[Records from a dataset]
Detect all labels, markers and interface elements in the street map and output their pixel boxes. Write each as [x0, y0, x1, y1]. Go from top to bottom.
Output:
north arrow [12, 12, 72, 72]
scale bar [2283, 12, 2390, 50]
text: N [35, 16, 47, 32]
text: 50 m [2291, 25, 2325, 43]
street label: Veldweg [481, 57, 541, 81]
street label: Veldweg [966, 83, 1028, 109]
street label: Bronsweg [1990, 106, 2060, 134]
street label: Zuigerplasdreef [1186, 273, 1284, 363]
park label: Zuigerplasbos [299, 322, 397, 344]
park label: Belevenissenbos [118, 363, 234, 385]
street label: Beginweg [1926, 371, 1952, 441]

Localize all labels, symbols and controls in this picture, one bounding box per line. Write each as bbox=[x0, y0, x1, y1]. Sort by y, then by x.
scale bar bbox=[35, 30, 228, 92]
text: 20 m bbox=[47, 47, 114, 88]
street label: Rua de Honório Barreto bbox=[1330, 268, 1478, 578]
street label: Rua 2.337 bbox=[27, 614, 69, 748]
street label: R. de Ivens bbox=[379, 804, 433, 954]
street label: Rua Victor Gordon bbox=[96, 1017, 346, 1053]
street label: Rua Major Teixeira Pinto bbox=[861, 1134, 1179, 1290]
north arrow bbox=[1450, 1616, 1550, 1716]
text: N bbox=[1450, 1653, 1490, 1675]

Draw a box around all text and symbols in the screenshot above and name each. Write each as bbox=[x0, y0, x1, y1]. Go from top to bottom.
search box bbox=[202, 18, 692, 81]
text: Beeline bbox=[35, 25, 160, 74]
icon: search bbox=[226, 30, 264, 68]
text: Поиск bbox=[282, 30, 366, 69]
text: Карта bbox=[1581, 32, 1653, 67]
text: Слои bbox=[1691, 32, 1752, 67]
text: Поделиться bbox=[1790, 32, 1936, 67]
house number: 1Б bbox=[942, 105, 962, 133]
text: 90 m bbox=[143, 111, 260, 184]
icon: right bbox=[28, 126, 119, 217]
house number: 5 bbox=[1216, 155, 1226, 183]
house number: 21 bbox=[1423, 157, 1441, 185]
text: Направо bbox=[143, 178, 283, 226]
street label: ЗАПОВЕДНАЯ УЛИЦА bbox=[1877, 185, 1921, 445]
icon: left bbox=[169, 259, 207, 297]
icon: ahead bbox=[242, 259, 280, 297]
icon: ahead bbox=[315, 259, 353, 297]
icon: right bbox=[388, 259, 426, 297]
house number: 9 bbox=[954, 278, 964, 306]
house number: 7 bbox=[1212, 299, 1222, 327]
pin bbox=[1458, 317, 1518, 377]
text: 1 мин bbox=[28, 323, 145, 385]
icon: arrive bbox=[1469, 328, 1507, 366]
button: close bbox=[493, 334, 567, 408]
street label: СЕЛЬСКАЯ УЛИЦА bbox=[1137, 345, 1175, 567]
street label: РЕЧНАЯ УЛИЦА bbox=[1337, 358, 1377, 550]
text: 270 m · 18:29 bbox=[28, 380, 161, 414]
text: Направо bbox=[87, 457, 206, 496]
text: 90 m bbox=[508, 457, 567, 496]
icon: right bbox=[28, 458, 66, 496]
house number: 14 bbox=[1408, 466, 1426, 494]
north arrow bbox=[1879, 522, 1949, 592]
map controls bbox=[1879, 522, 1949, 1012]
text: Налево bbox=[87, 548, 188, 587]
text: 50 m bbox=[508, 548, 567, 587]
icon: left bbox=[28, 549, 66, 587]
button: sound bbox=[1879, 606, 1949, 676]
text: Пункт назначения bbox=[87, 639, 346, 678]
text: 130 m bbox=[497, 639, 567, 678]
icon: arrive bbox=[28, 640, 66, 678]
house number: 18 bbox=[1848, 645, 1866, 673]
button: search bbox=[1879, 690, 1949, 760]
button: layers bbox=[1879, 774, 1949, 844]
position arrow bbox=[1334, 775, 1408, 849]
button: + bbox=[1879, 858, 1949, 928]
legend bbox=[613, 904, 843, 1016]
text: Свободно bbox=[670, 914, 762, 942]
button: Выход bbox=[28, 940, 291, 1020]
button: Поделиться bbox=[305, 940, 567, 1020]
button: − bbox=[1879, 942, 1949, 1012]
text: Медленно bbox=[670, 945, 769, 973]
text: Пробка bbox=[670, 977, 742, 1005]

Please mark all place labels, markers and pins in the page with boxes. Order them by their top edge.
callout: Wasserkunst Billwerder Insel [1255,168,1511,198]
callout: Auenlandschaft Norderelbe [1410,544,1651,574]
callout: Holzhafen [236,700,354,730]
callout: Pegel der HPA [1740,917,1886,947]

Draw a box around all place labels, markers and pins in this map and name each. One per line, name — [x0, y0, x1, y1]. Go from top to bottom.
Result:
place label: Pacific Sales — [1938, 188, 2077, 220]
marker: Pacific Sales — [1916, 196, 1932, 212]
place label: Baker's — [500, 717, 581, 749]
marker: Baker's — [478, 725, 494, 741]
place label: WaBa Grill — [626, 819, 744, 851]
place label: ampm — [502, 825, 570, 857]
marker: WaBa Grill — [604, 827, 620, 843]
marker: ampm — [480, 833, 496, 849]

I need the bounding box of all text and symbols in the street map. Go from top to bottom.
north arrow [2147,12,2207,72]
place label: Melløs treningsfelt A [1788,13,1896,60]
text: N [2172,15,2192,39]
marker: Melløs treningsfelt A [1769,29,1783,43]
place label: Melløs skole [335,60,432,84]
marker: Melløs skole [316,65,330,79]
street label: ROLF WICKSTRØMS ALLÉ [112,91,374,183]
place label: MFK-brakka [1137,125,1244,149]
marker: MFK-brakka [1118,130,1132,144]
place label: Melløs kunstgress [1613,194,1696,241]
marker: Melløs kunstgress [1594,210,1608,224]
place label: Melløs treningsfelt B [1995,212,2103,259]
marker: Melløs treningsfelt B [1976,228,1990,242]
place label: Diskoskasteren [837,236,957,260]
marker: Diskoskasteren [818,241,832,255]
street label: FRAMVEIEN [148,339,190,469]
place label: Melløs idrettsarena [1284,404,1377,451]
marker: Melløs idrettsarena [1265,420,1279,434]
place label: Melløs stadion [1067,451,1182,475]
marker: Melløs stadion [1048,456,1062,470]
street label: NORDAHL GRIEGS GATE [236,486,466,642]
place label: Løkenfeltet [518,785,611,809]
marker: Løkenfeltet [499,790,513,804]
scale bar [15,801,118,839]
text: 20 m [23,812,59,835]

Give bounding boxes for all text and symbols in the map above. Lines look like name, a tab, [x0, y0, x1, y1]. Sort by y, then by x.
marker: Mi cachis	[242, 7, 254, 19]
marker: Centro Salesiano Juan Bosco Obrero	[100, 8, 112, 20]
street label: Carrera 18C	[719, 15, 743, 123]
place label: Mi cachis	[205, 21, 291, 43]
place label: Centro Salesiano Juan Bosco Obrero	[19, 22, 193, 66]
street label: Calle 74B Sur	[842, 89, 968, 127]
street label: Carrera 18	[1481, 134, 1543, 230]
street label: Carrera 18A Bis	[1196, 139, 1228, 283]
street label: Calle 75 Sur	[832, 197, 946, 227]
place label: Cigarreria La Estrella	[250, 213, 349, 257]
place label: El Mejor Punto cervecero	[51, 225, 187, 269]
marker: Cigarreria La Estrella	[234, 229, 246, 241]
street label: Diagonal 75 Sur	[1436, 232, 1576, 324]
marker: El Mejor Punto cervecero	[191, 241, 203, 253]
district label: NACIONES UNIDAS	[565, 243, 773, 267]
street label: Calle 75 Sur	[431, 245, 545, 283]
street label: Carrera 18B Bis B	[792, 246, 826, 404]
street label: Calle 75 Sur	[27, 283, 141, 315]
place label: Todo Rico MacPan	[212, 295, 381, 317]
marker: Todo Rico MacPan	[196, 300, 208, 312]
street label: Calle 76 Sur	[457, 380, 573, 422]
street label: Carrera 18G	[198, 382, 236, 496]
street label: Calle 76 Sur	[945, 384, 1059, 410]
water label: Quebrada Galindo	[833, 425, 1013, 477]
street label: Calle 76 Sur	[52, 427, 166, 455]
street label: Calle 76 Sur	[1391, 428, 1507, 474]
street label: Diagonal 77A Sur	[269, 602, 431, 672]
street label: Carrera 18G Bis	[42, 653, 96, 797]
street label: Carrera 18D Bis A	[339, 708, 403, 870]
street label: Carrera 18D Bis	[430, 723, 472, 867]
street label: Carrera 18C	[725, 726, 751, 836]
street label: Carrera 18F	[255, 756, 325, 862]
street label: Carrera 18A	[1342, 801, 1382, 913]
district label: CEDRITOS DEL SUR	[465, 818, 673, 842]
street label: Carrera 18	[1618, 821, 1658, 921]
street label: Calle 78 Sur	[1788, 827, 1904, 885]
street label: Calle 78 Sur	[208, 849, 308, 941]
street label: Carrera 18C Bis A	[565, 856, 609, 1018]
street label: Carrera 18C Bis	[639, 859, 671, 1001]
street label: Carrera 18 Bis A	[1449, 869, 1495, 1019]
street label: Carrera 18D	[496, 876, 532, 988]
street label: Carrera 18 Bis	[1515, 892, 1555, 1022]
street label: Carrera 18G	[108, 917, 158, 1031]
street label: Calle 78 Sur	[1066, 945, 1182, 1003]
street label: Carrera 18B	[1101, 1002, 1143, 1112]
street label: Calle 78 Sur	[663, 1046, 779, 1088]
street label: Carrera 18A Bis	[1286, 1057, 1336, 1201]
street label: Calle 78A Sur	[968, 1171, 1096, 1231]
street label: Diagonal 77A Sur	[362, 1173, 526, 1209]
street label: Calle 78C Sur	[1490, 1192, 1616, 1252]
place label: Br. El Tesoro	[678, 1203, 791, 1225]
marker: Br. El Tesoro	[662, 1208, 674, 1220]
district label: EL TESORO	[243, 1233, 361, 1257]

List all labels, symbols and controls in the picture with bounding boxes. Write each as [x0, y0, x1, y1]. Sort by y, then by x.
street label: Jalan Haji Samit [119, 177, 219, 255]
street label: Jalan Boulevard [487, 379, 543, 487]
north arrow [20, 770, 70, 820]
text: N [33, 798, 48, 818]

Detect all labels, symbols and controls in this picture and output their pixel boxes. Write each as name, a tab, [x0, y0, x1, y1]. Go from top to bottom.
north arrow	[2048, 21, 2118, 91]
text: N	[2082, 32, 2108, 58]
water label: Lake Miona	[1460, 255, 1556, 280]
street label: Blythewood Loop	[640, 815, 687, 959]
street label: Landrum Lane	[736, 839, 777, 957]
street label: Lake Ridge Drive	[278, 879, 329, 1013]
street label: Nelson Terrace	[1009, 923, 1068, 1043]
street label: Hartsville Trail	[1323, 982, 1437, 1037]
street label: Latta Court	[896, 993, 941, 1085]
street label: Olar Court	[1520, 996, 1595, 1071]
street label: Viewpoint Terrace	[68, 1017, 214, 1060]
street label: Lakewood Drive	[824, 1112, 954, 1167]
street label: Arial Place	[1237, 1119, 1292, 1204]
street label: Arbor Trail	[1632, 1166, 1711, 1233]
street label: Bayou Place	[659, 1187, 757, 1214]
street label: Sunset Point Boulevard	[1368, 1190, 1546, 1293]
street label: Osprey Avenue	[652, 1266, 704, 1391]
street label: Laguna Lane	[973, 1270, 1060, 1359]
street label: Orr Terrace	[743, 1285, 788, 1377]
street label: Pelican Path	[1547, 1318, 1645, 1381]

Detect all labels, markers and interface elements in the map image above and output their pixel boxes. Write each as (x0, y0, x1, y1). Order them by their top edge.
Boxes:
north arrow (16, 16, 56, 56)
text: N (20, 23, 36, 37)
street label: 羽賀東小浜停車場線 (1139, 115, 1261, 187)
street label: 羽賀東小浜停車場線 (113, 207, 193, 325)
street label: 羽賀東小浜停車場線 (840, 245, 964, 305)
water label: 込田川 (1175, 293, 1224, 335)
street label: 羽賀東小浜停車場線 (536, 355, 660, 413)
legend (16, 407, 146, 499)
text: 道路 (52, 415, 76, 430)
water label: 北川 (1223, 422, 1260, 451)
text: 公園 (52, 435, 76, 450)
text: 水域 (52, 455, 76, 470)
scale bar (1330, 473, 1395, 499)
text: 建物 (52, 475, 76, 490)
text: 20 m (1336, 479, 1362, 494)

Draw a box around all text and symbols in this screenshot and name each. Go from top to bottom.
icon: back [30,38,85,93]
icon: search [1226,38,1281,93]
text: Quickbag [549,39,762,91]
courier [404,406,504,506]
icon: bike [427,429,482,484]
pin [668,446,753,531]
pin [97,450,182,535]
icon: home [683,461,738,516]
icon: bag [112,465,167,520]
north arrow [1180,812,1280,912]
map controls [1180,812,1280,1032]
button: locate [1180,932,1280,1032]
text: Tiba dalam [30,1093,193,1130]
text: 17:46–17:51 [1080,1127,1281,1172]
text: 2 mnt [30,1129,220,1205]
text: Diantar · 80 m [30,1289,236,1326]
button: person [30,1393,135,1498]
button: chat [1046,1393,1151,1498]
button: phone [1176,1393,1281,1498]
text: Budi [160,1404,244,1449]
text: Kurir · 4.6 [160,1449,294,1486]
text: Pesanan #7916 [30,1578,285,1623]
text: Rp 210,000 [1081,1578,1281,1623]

TRY IT:
The answer must be every line of the entries that includes the word "Terrace".

WRITTEN REPLY:
street label: Nelson Terrace	[1009, 923, 1068, 1043]
street label: Viewpoint Terrace	[68, 1017, 214, 1060]
street label: Orr Terrace	[743, 1285, 788, 1377]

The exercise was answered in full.